The series about a young gay man with cerebral palsy is semi-autobiographical, stars its creator Ryan O’Connell and is a sweet in its wry, self-empowering humour.

Ryan (Ryan O’Connell) is a 28 year old who lives at home with his mother Karen (Jessica Hecht). In the safety of his bedroom he can scan Grindr without ever proceeding to hook-ups.

“What would my profile even say? ‘I’m gay and disabled. I promise not to drool on you until the third date,'” he sighs.

Yet with mild cerebral palsy he also feels caught in the middle of able-bodied / disabled worlds and regularly fighting to fight in.

When he embarks on an internship at online magazine site Eggyoke, he meets the outgoing Kim (Punam Patel) and relates an incident about a car accident which she mistakes as the reason behind his condition.
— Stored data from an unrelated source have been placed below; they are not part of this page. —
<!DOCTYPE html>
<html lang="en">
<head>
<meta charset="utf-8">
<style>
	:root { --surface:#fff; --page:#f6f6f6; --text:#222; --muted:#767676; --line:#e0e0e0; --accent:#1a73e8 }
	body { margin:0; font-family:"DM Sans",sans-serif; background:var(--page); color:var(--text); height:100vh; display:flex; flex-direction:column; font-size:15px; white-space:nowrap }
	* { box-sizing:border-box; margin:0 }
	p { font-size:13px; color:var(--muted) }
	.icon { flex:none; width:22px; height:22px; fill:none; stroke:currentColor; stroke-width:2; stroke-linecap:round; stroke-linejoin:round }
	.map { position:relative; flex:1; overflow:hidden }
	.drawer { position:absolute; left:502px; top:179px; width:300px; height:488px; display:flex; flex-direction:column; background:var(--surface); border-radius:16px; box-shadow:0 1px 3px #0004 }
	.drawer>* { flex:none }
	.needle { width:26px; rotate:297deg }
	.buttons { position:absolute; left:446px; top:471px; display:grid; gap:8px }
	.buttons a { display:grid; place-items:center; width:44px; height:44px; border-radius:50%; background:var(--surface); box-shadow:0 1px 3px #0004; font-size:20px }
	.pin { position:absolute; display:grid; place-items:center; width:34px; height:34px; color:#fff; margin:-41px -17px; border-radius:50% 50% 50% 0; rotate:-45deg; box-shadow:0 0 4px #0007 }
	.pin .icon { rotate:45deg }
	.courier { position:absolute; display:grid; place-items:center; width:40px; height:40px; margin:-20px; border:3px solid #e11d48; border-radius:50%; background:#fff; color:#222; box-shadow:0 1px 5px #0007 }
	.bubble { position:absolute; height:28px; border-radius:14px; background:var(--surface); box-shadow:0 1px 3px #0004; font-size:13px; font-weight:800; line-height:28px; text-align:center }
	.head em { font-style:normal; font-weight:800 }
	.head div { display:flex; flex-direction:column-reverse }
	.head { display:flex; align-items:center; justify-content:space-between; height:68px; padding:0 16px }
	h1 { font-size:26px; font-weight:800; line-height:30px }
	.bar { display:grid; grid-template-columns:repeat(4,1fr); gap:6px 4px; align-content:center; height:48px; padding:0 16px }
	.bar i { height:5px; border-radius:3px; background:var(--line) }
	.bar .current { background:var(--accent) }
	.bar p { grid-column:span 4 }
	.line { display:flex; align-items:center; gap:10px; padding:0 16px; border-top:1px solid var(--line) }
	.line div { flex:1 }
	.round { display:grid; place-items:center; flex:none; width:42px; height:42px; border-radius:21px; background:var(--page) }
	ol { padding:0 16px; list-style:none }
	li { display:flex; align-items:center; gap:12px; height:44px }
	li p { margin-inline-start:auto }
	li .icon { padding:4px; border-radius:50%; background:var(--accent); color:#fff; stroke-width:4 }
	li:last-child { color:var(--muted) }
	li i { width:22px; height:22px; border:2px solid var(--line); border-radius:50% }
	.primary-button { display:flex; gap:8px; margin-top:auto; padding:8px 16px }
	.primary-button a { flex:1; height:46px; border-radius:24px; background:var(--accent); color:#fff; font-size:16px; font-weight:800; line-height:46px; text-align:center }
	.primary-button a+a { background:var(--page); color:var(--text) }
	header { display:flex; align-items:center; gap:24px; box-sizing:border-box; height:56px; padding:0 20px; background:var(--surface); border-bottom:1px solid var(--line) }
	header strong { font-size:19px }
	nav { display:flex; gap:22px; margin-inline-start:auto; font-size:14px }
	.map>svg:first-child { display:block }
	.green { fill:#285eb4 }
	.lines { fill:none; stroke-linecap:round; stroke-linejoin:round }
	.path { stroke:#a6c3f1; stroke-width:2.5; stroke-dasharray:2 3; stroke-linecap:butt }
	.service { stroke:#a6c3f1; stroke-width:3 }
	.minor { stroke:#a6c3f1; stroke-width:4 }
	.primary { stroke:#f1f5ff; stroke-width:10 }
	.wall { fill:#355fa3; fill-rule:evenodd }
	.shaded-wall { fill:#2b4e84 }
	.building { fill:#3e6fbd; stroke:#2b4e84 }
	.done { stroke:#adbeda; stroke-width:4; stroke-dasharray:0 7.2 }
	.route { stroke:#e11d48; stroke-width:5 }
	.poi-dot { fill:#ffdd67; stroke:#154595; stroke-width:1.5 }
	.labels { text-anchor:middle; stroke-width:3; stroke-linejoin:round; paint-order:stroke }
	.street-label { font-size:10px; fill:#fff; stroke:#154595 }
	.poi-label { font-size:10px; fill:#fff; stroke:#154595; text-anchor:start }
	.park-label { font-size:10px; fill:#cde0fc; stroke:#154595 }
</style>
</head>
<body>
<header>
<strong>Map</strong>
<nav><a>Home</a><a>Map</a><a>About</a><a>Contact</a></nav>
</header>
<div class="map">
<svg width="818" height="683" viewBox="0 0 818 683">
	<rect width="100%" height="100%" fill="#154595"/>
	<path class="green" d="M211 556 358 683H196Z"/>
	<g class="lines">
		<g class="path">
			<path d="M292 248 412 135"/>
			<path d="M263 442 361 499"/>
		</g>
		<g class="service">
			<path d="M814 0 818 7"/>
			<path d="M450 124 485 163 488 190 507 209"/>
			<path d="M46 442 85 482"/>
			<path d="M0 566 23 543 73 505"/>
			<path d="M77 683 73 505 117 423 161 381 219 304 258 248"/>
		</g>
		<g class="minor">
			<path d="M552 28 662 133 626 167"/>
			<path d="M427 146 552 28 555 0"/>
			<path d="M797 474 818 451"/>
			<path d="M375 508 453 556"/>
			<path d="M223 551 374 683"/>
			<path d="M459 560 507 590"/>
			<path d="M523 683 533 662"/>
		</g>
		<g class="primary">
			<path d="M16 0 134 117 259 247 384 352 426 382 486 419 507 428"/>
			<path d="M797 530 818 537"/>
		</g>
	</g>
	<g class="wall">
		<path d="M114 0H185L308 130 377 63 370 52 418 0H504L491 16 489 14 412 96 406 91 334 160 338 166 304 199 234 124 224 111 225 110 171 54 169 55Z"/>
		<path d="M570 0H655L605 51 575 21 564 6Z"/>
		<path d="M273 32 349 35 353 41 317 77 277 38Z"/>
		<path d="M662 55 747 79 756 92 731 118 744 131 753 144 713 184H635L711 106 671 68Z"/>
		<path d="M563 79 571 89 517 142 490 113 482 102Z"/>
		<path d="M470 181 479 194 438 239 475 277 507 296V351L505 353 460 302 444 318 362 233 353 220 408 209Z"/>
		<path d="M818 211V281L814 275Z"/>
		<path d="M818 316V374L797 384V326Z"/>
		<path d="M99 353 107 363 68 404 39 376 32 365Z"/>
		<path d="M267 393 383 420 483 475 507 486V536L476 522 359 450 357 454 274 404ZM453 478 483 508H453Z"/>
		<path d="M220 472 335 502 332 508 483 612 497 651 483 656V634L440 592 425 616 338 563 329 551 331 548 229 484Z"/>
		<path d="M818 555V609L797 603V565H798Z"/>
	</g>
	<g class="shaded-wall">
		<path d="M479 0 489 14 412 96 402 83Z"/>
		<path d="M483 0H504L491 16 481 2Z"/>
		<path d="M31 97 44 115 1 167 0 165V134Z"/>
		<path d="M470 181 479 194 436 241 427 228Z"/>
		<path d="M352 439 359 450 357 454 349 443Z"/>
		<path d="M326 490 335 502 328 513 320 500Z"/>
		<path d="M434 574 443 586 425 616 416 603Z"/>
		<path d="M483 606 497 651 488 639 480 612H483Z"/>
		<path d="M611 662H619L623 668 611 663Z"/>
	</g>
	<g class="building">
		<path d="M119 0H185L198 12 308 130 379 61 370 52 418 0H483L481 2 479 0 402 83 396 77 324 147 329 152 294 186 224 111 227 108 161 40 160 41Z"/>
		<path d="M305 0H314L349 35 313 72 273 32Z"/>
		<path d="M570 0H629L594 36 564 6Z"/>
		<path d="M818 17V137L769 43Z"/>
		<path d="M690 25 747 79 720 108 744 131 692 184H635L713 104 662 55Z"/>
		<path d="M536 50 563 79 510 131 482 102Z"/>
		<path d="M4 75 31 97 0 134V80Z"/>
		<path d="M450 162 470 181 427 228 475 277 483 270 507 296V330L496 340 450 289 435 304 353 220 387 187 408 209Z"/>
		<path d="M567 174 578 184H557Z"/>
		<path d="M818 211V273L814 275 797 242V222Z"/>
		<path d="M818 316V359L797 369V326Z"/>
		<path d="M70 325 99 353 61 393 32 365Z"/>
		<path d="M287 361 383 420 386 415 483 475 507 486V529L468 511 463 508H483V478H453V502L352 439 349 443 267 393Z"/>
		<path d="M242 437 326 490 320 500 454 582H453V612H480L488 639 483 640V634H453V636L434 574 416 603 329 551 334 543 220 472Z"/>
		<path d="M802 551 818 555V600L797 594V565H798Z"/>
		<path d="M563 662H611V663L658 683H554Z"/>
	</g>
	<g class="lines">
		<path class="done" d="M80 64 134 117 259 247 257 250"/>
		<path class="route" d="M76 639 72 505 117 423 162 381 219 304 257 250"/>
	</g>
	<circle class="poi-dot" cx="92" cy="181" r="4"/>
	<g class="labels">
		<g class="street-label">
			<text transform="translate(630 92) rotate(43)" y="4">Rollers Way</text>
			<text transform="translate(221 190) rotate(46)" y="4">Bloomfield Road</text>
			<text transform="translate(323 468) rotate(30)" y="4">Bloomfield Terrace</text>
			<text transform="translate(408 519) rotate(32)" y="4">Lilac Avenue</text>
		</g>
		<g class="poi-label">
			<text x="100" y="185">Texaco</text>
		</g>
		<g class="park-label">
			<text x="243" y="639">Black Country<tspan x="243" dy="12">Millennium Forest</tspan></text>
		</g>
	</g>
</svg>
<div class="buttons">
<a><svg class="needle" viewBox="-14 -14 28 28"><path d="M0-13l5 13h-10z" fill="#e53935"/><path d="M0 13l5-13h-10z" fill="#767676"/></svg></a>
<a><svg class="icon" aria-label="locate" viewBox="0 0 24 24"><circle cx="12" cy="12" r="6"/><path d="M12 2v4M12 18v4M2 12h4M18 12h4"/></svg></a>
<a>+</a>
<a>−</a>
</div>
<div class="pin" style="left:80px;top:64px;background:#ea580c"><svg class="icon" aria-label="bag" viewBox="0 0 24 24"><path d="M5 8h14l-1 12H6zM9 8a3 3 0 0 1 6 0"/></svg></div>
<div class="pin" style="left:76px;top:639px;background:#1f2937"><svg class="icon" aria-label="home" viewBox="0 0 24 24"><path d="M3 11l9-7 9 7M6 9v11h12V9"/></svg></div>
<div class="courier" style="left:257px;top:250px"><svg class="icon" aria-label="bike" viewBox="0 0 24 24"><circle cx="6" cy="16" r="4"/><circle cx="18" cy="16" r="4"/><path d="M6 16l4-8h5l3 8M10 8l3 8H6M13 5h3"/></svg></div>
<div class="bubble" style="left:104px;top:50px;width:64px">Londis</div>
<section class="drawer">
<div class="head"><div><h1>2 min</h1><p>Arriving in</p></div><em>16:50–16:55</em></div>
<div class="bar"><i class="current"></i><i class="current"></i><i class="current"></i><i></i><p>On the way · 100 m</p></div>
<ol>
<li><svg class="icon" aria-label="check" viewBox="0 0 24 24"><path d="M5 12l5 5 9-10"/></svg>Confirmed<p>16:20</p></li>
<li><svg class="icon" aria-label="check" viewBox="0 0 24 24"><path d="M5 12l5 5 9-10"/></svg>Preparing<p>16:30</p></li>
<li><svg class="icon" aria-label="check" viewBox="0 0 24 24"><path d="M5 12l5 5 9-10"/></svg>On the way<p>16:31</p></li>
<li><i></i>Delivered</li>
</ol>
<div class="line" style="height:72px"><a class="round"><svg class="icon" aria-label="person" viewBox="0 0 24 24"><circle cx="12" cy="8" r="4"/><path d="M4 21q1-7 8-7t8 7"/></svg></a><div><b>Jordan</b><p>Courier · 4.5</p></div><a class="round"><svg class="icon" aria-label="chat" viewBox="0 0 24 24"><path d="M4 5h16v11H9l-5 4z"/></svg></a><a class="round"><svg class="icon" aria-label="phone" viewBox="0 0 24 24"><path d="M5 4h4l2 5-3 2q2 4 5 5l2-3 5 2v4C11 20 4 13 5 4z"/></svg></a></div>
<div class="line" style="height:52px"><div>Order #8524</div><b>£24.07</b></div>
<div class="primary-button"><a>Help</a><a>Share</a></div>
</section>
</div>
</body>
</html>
Obnoxious editor Olivia (Marla Mindelle), who lords over her young staff like Miranda from The Devil Wears Prada, insists he pen his experience as a deeply personal blog. Showered in phony sympathy and clicks, Ryan suddenly fits in. Sitcoms have regularly traded on mistaken identity, but this is unexpected.

However while mom Karen is proud he is supposedly ‘writing about his CP’, she has no idea of his little white lie.

“Your disability is part of you. It’s what makes you special,” she coos.

“I know and I should embrace it…..” he replies flatly.

As the series evolves, Kim emerges as his ‘fag-hag’ girlfriend encouraging him toward guys and sex, while crashing into her own world obsessed with body image, social media and likes (there’s even a gag about Netflix).

Episodes of this series, based on O’Connell’s memoir I’m Special: And Other Lies We Tell Ourselves clock in at just 15 minutes each, making them snackable treats. O’Connell is endearing in the lead role, never over-playing his hand, which just as well given some of the supporting roles are so very brash and noisily Californian (personally, I would love to see this premise in the hands of the Brits).

Produced by Jim Parsons, Special helps us see beyond the physical to the person underneath, for all their foibles, dreams and Grindr profiles.

Special airs Friday on Netflix.

One Comment:

  1. Looking forward to this, being gay and disabled. Some gays just won’t chat, let alone met because I’m in a wheelchair. Grindr can bring out the worst in gays.